Methodological challenges and policy relevance of studies on substance use in nightlife settings: the case of the Nightlife Study in the Netherlands

Wednesday, 23 November, 2022 - 13:20 to 14:50
Networking zone 1 (N1)


Background: General population studies give a good picture of the most used substances. However, such monitor studies are less suitable for signalling the emergence of new drugs and to obtain in-depth information about less used drugs. Monitor studies that recruit directly among drug users have the disadvantage that no prevalence estimates are possible. To fill this gap in information, a monitoring study among nightlife attendees has been conducted in the Netherlands since 2016. In this presentation we show what information this monitor has provided for policy and risk assessments and describe methodological limitations of the approach.

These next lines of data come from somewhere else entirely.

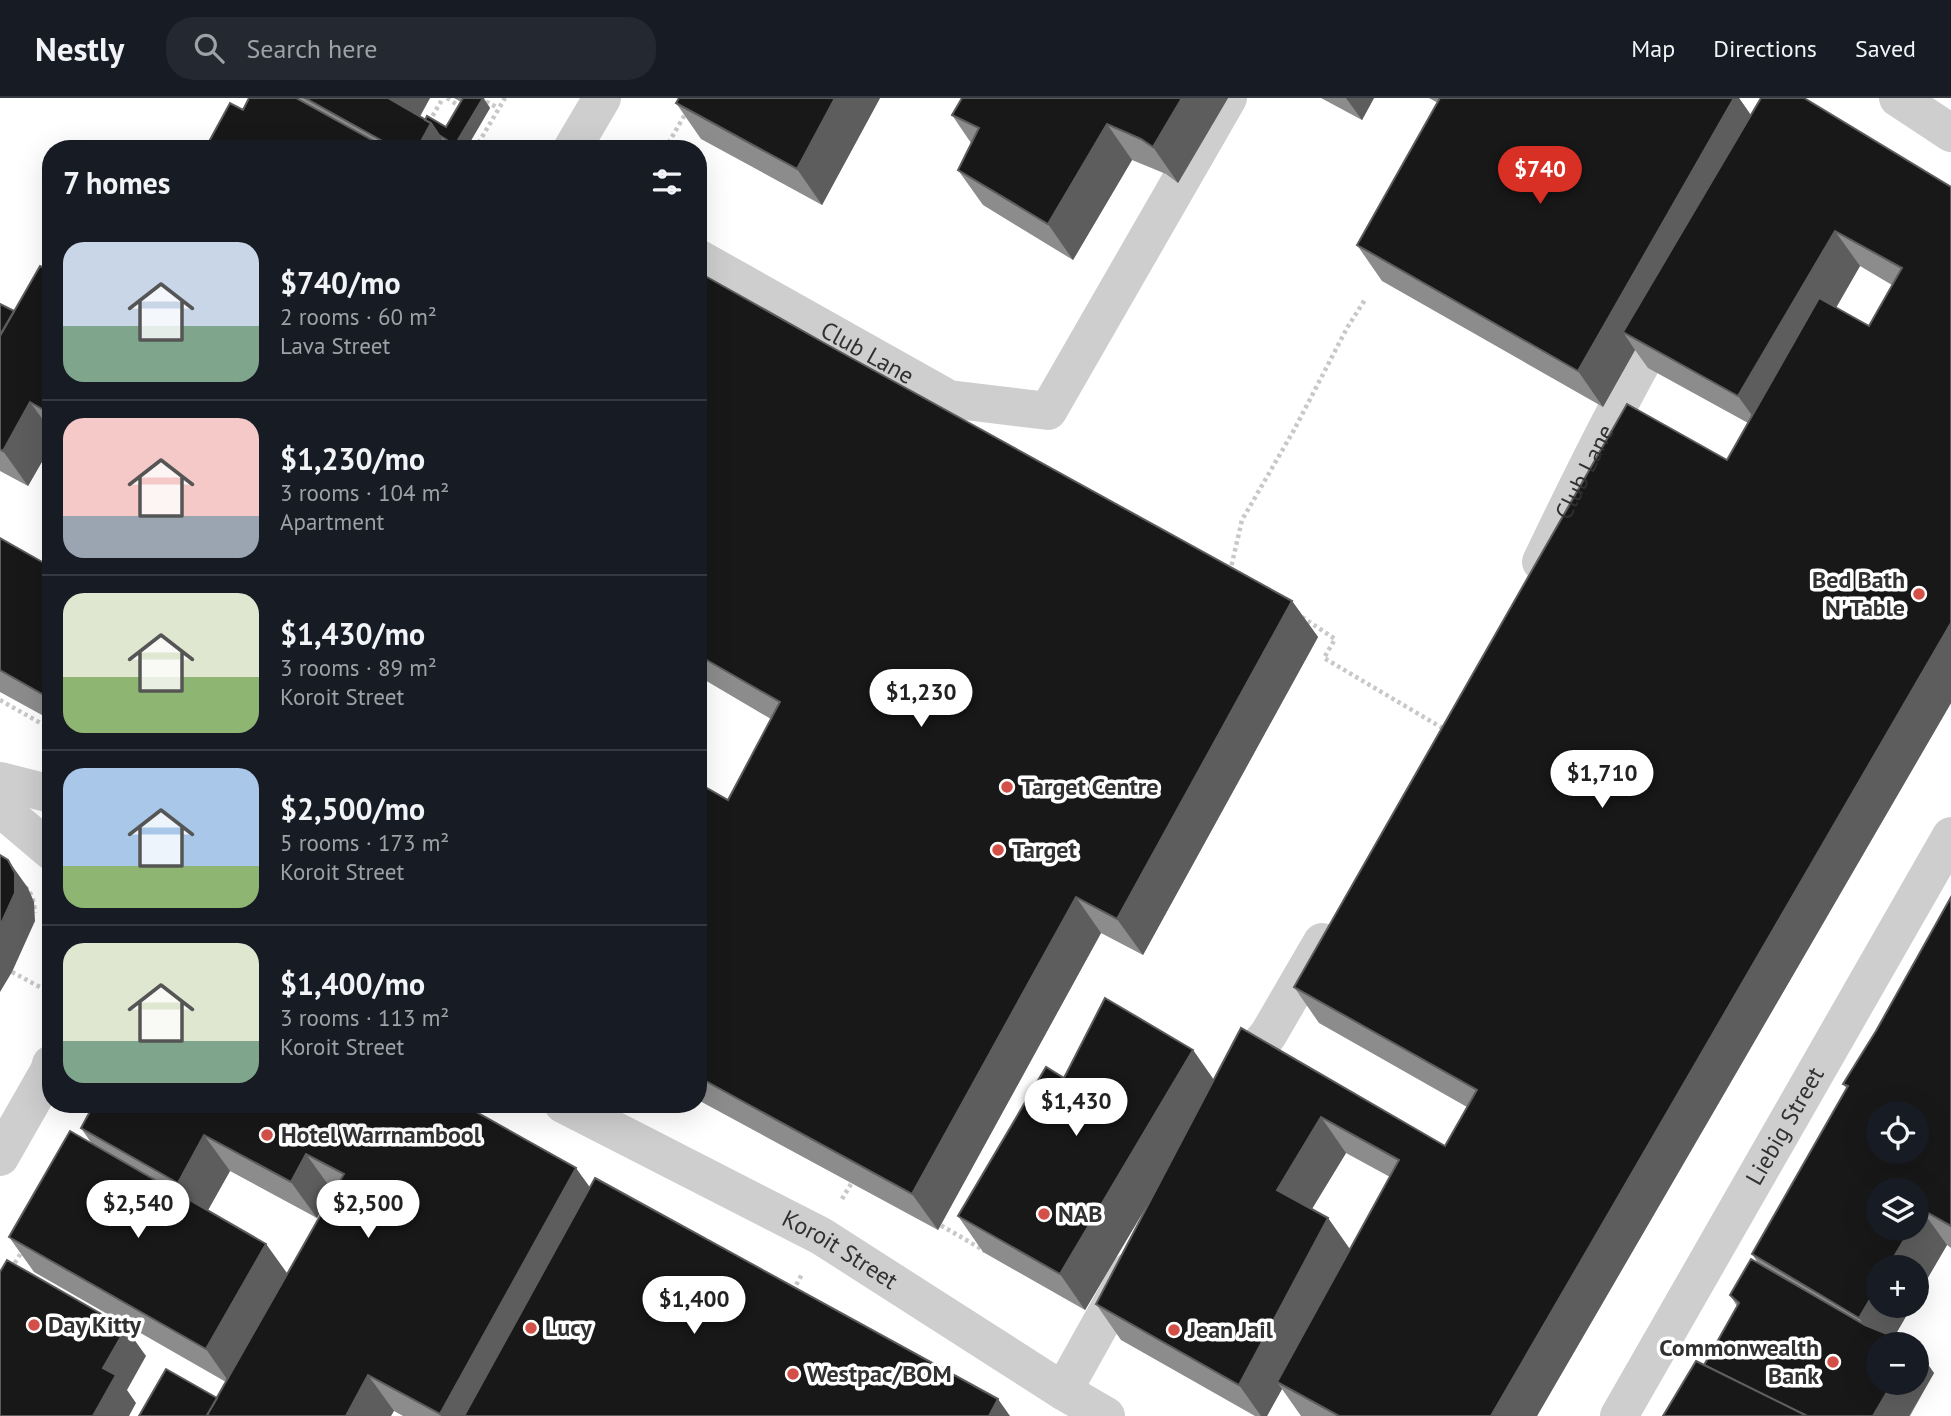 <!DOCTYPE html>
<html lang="en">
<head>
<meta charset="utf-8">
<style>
  body { margin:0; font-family:"PT Sans",sans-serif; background:#242831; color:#f1f3f6; height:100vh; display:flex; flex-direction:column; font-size:26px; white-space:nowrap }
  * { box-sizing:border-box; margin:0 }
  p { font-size:23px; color:#9ea1a6 }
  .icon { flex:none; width:38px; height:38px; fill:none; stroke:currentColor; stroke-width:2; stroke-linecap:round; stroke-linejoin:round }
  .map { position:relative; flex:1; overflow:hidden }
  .panel { position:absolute; left:42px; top:42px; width:665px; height:973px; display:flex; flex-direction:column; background:#171b24; border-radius:28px; box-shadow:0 7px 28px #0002 }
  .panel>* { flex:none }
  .fabs { position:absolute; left:1866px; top:1003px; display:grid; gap:14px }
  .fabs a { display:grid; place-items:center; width:63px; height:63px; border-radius:50%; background:#171b24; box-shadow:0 7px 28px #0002; font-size:35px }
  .price { position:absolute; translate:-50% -60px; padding:0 16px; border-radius:24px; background:#fff; color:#222; font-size:23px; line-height:46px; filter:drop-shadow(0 2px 4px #0008) }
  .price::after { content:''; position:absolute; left:50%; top:42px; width:21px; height:16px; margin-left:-10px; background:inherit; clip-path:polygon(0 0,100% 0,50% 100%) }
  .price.selected { background:#d93025; color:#fff }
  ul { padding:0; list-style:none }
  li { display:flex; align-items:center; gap:21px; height:175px; padding:0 21px }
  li+li { border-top:2px solid #363941 }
  li span { display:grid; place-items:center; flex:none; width:196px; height:140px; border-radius:21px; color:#555 }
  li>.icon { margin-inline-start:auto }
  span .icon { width:84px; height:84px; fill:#fffc; stroke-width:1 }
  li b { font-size:30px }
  h2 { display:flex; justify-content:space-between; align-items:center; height:84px; padding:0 21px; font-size:30px }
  header { display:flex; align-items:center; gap:42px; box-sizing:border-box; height:98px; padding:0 35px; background:#171b24; border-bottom:2px solid #363941 }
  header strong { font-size:33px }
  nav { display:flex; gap:38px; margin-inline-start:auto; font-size:24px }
  .search { width:490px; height:63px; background:#242831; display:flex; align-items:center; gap:18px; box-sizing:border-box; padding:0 24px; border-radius:28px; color:#9ea1a6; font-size:26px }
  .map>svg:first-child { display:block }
</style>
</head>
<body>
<header>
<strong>Nestly</strong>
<div class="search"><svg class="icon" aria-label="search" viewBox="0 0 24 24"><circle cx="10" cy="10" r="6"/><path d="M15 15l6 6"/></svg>Search here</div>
<nav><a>Map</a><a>Directions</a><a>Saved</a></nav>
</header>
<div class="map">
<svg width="1951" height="1318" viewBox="0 0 1951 1318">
  <rect width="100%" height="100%" fill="#fff"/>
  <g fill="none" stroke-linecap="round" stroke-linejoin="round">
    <!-- path -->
    <g stroke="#c8c8c8" stroke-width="4.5" stroke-dasharray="3.5 3.5" stroke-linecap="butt">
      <polyline points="447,0 462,10 462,11"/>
      <polyline points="480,0 498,10"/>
      <polyline points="429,24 443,0"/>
      <polyline points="475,51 505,0"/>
      <polyline points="665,51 687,13"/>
      <polyline points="1230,474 1242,422 1294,332 1347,230 1366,200"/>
      <polyline points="1302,519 1335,541 1324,560 1444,631"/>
      <polyline points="0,602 51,631"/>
      <path d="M25,789C33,795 34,806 35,815"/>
      <polyline points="12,874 51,895"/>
      <polyline points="842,1101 854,1081"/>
      <polyline points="935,1124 985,1153"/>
      <polyline points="11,1171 23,1152"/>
      <polyline points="793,1193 802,1176"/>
    </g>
    <!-- minor -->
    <g stroke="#cecece" stroke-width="38">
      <polyline points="1898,0 1951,35"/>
      <polyline points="572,51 602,0"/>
      <path id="s1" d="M698,160L949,301L1048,313L1228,0"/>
      <path id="s2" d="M1541,464C1581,380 1622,297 1669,216"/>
      <polyline points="0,683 51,696"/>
      <polyline points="0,710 51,753"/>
      <polyline points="1234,985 1249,959 1268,937 1322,844"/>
      <path id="s3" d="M563,1006L821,1138L1063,1293L1106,1318"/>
      <polyline points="0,1059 49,973 51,966"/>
      <polyline points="1063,1293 1130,1173"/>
      <path id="s4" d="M1619,1318L1951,738"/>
    </g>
  </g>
  <!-- wall -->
  <g fill="#8c8c8c" fill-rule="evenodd">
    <polygon points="249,0 430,0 420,19 425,22 446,29 461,4 454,0 484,0 490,10 466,51 453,51 446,47 449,51 205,51 243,12"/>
    <polygon points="880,0 822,107 701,41 676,5"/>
    <polygon points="962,0 1228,0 1178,85 1166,76 1132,62 1073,162 983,107 958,72 971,45 952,17"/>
    <polygon points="1321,0 1374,0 1362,22"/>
    <path d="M1429,0H1739L1751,17L1951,89V605L1537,1318H1301L1282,1291L1267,1318H1255L1121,1242L1096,1206L1157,1090L1085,1212L983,1154L958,1118L1064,980L1193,952L1214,982L1445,1048L1467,1009L1319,925L1294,889L1727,362L1748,325L1648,270L1635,252L1603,309L1382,183L1357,147L1438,5ZM1860,168L1892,187L1869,228L1836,210ZM1346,1055L1390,1079L1350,1151L1328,1120L1312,1111Z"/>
    <polygon points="51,174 51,348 28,388 0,373 0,206 14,213"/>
    <polygon points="698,174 826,246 1292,503 1318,539 1143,857 1101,835 938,1132 698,1002 698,685 728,702 771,621 698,578"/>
    <polygon points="0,440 51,469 51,622 0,594"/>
    <polygon points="1951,799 1951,1150 1947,1147 1916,1200 1916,1169 1912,1208 1894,1239 1934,1275 1910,1318 1663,1318 1704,1267 1737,1208 1730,1197 1758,1165 1752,1156 1847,991 1843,986 1876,933"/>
    <path d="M94,1006L590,1089L1010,1318H403L394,1313L217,1300L226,1284L34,1174L9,1139L92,1046L81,1030ZM230,1073L317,1120L332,1092L334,1093L287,1176L266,1146L208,1112Z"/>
  </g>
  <!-- shaded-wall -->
  <g fill="#5d5d5d">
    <polygon points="386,0 430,0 410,35"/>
    <polygon points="483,0 490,10 466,51 458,51 455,47"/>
    <polygon points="835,0 880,0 822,107 797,71"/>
    <polygon points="1182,0 1228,0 1178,85 1153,49"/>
    <polygon points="1346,0 1374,0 1362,22"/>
    <polygon points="1734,0 1739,0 1761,32 1623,234 1635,252 1603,309 1578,273"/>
    <polygon points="431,25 449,51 417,51"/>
    <polygon points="1107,26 1132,62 1073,162 1048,126"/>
    <polygon points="1835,133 1860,168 1764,334 1738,298"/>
    <polygon points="30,304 51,333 51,348 28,388 3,353"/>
    <polygon points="1292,503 1318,539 1143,857 1117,821"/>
    <polygon points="1951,525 1951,605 1537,1318 1491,1318"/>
    <polygon points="8,762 28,790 34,804 35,823 12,874 0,894 0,828"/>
    <polygon points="1076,799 1101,835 938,1132 912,1096"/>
    <polygon points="1193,952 1218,988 1085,1212 1060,1176"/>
    <polygon points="1321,1019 1346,1055 1302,1127 1277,1092"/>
    <polygon points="204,1037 230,1073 203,1121 178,1085"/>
    <polygon points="306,1056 332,1092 317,1120 291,1084"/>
    <polygon points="576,1070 602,1106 484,1318 441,1318 440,1316"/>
    <polygon points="1921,1111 1947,1147 1916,1200 1916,1169 1888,1169 1911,1130 1916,1130 1916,1121"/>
    <polygon points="1328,1120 1353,1156 1277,1284 1282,1291 1267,1318 1261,1318 1239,1287"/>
    <polygon points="266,1146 292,1182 231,1287 206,1251"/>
    <polygon points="1878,1188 1878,1208 1912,1208 1890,1246 1878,1246 1859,1220"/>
    <polygon points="126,1230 146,1258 127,1292 136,1305 129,1318 93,1318 103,1270"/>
    <polygon points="1916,1249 1934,1275 1909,1318 1873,1318 1893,1284 1916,1284"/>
    <polygon points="368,1277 394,1313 391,1318 346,1318"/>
    <polygon points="998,1301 1010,1318 989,1318"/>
  </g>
  <!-- building -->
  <g fill="#181818" stroke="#5d5d5d" stroke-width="2" fill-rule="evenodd">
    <polygon points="249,0 296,0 388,51 205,51 230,5 243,12"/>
    <polygon points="305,0 388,0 431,25 417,51 397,51"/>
    <polygon points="463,0 483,0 455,47 439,37 431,25 425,22 427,18 446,29"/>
    <polygon points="679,0 835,0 797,71 676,5"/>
    <polygon points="962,0 1182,0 1153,49 1141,41 1107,26 1048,126 958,72 979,30 952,17"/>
    <polygon points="1440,0 1734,0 1578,273 1357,147"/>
    <polygon points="1761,0 1804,0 1951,89 1951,525 1491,1318 1339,1318 1277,1284 1399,1062 1321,1019 1277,1092 1328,1120 1239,1287 1096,1206 1241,930 1445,1048 1477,992 1294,889 1627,306 1727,362 1819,200 1869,228 1902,170 1835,133 1738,298 1623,234"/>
    <polygon points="40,168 51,174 51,316 30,304 3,353 0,351 0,238"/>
    <polygon points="698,174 826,246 1292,503 1117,821 1076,799 912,1096 698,979 698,685 728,702 780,604 698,557"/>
    <polygon points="0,206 14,213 0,237"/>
    <polygon points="0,440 51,469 51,601 0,572"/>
    <polygon points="0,757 8,762 15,775 15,795 0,828"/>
    <path d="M1951,799V1128L1921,1111L1916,1121V1092H1878V1130H1911L1888,1169H1878V1188L1859,1220L1752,1156L1848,988L1843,986L1876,933ZM1878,1015H1916V1054H1878Z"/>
    <polygon points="1105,900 1193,952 1060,1176 958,1118 1046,969 1064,980"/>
    <polygon points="94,1006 462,1006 576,1070 440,1316 368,1277 346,1318 210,1318 207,1317 344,1076 306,1056 291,1084 204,1037 178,1085 81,1030"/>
    <polygon points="70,1033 266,1146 206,1251 9,1139"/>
    <polygon points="595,1080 998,1301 989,1318 464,1318"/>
    <polygon points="1751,1161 1865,1227 1912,1246 1878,1246 1878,1284 1893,1284 1873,1318 1807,1318 1704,1267 1739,1205 1730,1197"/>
    <polygon points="7,1162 126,1230 103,1270 116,1277 93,1318 0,1318 0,1174"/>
    <polygon points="1696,1263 1807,1318 1663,1318"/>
    <polygon points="166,1271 217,1300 207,1317 208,1318 139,1318"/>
  </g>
  <!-- markers -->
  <g fill="#d35049" stroke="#fff" stroke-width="2.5">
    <circle cx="1919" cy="496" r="7"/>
    <circle cx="1007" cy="689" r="7"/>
    <circle cx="998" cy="752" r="7"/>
    <circle cx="267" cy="1037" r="7"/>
    <circle cx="1044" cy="1116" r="7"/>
    <circle cx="34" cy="1227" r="7"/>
    <circle cx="531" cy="1230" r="7"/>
    <circle cx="1174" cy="1232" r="7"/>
    <circle cx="1833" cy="1264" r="7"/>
    <circle cx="793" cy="1276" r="7"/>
  </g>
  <g text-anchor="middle" stroke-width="7" stroke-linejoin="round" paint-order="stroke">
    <!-- street labels -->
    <g font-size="24" fill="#313131" stroke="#fff">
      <text dy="8" stroke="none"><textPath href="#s1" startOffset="194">Club Lane</textPath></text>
      <text dy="8" stroke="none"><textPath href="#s2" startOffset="100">Club Lane</textPath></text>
      <text dy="8" stroke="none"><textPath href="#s4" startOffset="334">Liebig Street</textPath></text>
      <text dy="8" stroke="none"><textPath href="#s3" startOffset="313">Koroit Street</textPath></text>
    </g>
    <!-- poi labels -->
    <g font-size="24" font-weight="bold" fill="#313131" stroke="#fff" text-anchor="start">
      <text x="1905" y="490" text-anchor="end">Bed Bath<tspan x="1905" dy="28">N' Table</tspan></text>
      <text x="1021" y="697">Target Centre</text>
      <text x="1012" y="760">Target</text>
      <text x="281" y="1045">Hotel Warrnambool</text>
      <text x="1058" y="1124">NAB</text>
      <text x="48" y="1235">Day Kitty</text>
      <text x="545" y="1238">Lucy</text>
      <text x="1188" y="1240">Jean Jail</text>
      <text x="1819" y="1258" text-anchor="end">Commonwealth<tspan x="1819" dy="28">Bank</tspan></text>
      <text x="807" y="1284">Westpac/BOM</text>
    </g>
  </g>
</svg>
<div class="fabs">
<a><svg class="icon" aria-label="locate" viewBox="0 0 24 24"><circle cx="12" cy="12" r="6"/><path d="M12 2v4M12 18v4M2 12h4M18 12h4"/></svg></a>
<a><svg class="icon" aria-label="layers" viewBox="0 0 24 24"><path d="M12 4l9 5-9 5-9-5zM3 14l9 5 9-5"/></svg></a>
<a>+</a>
<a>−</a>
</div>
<b class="price selected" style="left:1540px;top:108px">$740</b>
<b class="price" style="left:921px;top:631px">$1,230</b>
<b class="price" style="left:1602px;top:712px">$1,710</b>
<b class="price" style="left:1076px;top:1040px">$1,430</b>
<b class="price" style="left:138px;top:1142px">$2,540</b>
<b class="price" style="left:368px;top:1142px">$2,500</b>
<b class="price" style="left:694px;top:1238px">$1,400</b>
<section class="panel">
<h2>7 homes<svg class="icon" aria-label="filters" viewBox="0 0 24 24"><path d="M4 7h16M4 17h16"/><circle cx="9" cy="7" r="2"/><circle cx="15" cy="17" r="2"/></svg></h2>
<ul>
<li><span style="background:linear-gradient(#c9d6e8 60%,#7fa58c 0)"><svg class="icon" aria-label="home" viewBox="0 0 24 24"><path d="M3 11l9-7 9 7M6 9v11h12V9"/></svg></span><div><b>$740/mo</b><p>2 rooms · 60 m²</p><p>Lava Street</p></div></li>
<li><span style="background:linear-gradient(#f6c9c9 70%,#9aa5b1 0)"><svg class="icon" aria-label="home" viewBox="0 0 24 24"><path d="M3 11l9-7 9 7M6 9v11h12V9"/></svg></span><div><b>$1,230/mo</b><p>3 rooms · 104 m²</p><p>Apartment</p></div></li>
<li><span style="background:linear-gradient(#dfe7d0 60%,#8fb573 0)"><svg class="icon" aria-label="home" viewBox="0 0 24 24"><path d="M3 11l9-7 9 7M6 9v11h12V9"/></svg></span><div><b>$1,430/mo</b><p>3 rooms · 89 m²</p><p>Koroit Street</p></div></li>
<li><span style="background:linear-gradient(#a9c7e8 70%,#8fb573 0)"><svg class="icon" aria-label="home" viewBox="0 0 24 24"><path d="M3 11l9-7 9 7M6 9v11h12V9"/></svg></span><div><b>$2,500/mo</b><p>5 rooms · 173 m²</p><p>Koroit Street</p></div></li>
<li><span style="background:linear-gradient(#dfe7d0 70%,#7fa58c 0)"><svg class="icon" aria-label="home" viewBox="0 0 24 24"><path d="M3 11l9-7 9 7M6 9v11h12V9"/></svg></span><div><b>$1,400/mo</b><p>3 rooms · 113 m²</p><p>Koroit Street</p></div></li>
</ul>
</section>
</div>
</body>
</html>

Methods: The recruitment strategies and characteristics of the sample over the three measurements are described. We show how the questionnaire was set up and which topics we have explored through varying modules and describe examples of policy issues for which the data has been used.

Results: The study provided information on the emergence of new drugs such as 4-FA and ketamine and has been an important data source for national risk assessments (4-FA, laughing gas and 3-MMC). The results raised awareness regarding health risks. Flexible modules allow for exploring recent trends. Also, in the framework of policies aiming to counter denormalization of party drug use, questions were included on the intention of young adults to reduce or cease substance use, which revealed remarkable results, relevant for prevention. Methodological issues included the necessity to adjust the recruitment strategy across measurements, which resulted in differences in the composition of the samples. Furthermore, a sampling frame is lacking; thus, the representativeness of the sample cannot be assessed.

Conclusions: The Dutch experience shows that monitor studies in the nightlife setting have a clear added value. Despite methodological limitations, they provide important information about trends in use of (new) substances that are generally not captured in general population surveys.